See Connectors and Datasources for related information.

Working with the crawl database

Some of the connectors use a crawl database to track documents that have been seen by prior crawls and are able to use this information to understand which documents are new or have been updated or removed and take appropriate action in the index. The /api/connectors/datasources/{id}/db endpoints allow looking into the crawl database and dropping tables or clearing the database.

The connectors that support the crawl database are currently lucid.fs and lucid.solrxml. The lucid.anda connector also uses a crawl database, but it is not the same database, and does not have a REST API or other interface to access it.

Examining a crawlDB

The output from a GET request to /api/connectors/datasources/<id>/db will include several sections detailing the database structure:

  • counters: The counters section reports the document counts of database activities, such as table inserts.

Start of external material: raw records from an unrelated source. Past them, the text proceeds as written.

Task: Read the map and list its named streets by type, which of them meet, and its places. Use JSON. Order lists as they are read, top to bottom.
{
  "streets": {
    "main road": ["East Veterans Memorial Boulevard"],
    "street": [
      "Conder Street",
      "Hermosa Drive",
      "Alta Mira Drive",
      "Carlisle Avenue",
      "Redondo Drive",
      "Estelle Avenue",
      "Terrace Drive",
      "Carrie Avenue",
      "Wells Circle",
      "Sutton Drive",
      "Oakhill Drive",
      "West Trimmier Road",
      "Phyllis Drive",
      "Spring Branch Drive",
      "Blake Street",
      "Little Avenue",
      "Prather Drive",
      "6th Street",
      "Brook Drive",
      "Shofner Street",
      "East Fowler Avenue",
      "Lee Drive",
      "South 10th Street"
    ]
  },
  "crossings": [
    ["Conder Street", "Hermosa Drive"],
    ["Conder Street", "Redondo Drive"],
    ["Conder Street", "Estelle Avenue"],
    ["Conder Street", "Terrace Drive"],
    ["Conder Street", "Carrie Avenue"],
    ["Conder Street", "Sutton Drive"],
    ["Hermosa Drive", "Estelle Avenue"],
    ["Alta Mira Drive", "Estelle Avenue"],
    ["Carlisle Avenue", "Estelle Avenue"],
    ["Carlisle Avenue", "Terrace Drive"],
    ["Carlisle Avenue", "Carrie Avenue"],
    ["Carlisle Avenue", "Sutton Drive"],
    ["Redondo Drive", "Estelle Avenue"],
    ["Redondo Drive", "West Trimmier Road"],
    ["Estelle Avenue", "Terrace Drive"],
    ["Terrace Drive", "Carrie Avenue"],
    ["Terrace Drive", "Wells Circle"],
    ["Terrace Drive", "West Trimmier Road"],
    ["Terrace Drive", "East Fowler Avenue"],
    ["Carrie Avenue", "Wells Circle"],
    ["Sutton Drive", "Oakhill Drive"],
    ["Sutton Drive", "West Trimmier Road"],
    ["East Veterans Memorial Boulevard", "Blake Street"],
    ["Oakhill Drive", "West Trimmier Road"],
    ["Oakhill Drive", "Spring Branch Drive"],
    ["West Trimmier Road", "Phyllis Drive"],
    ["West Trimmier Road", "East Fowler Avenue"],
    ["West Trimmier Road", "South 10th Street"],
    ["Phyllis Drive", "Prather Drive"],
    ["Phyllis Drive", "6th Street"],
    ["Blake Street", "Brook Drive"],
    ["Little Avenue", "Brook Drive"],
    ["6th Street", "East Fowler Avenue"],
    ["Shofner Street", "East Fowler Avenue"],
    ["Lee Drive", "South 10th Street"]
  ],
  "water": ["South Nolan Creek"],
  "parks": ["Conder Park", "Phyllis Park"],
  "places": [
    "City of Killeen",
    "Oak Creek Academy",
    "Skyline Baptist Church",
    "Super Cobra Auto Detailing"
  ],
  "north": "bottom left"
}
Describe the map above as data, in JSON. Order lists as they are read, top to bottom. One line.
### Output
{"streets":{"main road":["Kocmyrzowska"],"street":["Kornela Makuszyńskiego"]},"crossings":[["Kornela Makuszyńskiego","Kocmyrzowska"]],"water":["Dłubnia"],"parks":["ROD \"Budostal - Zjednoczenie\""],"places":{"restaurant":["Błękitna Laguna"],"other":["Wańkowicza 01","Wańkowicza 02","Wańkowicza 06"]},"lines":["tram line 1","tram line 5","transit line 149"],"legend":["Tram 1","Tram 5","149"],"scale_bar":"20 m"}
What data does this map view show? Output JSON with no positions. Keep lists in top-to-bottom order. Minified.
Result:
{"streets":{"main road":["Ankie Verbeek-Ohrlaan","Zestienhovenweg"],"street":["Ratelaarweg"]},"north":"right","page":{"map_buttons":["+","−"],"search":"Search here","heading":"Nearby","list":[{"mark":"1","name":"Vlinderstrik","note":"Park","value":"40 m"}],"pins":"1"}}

  • ops: The ops section reports on database operations that have occurred, such as initiating tables, retrieving items, processing items and table drops.

  • tables: The tables section lists the tables in the database with a count of the number of items in each table. Inspecting the items is described in the next section.

Dropping tables from a crawlDB

The output from a DELETE request to /api/connectors/datasources/<id>/db/<table> will be empty. When dropping the database, note that no documents will be removed from the index. However, the crawl database will be empty, so on the next datasource run, all documents will be treated as though they were never seen by the connectors.

When dropping tables, be aware that the items table does not delete documents from the index, but instead changes the database so database considers them new documents. When dropping other tables, such as the errors table, it will merely clear out old error messages.

Getting or deleting items from a crawlDB

A GET request to /api/connectors/datasources/<id>/db/items/<item> retrieves information about an item or items.

A DELETE request removes the information from the Crawl Database only. Note that this doesn’t affect the Solr Index.

Examples

Note
Use port 8765 in local development environments only. In production, use port 8764.
Get datasources assigned to the "demo" collection:

REQUEST

curl -u user:pass http://localhost:8764/api/connectors/datasources?collection=demo

RESPONSE

[ {
  "id" : "database",
  "created" : "2014-05-04T19:47:22.867Z",
  "modified" : "2014-05-04T19:47:22.867Z",
  "connector" : "lucid.jdbc",
  "type" : "jdbc",
  "description" : null,
  "pipeline" : "conn_solr",
  "properties" : {
    "db" : null,
    "commit_on_finish" : true,
    "verify_access" : true,
    "sql_select_statement" : "select CONTENTID as id from CONTENT;",
    "debug" : false,
    "collection" : "demo",
    "password" : "password",
    "url" : "jdbc:postgresql://localhost:5432/db",
    "nested_queries" : null,
    "clean_in_full_import_mode" : true,
    "username" : "user",
    "delta_sql_query" : null,
    "commit_within" : 900000,
    "primary_key" : null,
    "driver" : "org.postgresql.Driver",
    "max_docs" : -1
  }
} ]
Note
Create a datasource to index Solr-formatted XML files:
In order to see the datasource object within the Fusion UI, it must be associated with an app. To do this, create the object using the /apps endpoint.

REQUEST

curl -u user:pass -X POST -H 'Content-type: application/json' -d '{"id":"SolrXML", "connector":"lucid.solrxml", "type":"solrxml", "properties":{"path":"/Applications/solr-4.10.2/example/exampledocs", "generate_unique_key":false, "collection":"MyCollection"}}' http://localhost:8764/api/connectors/datasources

RESPONSE

{
  "id" : "SolrXML",
  "created" : "2015-05-18T15:47:51.199Z",
  "modified" : "2015-05-18T15:47:51.199Z",
  "connector" : "lucid.solrxml",
  "type" : "solrxml",
  "properties" : {
    "commit_on_finish" : true,
    "verify_access" : true,
    "generate_unique_key" : false,
    "collection" : "MyCollection",
    "include_datasource_metadata" : true,
    "include_paths" : [ ".*\\.xml" ],
    "initial_mapping" : {
      "id" : "a35c9ff3-dbb6-434b-af40-597722c2986a",
      "skip" : false,
      "label" : "field-mapping",
      "type" : "field-mapping"
    },
    "path" : "/Applications/apache-repos/solr-4.10.2/example/exampledocs",
    "exclude_paths" : [ ],
    "url" : "file:/Applications/apache-repos/solr-4.10.2/example/exampledocs/",
    "max_docs" : -1
  }
}
Change the max_docs value for the above datasource:

REQUEST

curl -u user:pass -X PUT -H 'Content-type: application/json' -d '{"id":"SolrXML", "connector":"lucid.solrxml", "type":"solrxml", "properties":{"path":"/Applications/solr-4.10.2/example/exampledocs", "max_docs":10}}' http://localhost:8764/api/connectors/datasources/SolrXML

RESPONSE

true
Delete the datasource named 'database':

REQUEST

curl -u user:pass -X DELETE http://localhost:8764/api/connectors/datasources/database

RESPONSE

If successful, no response.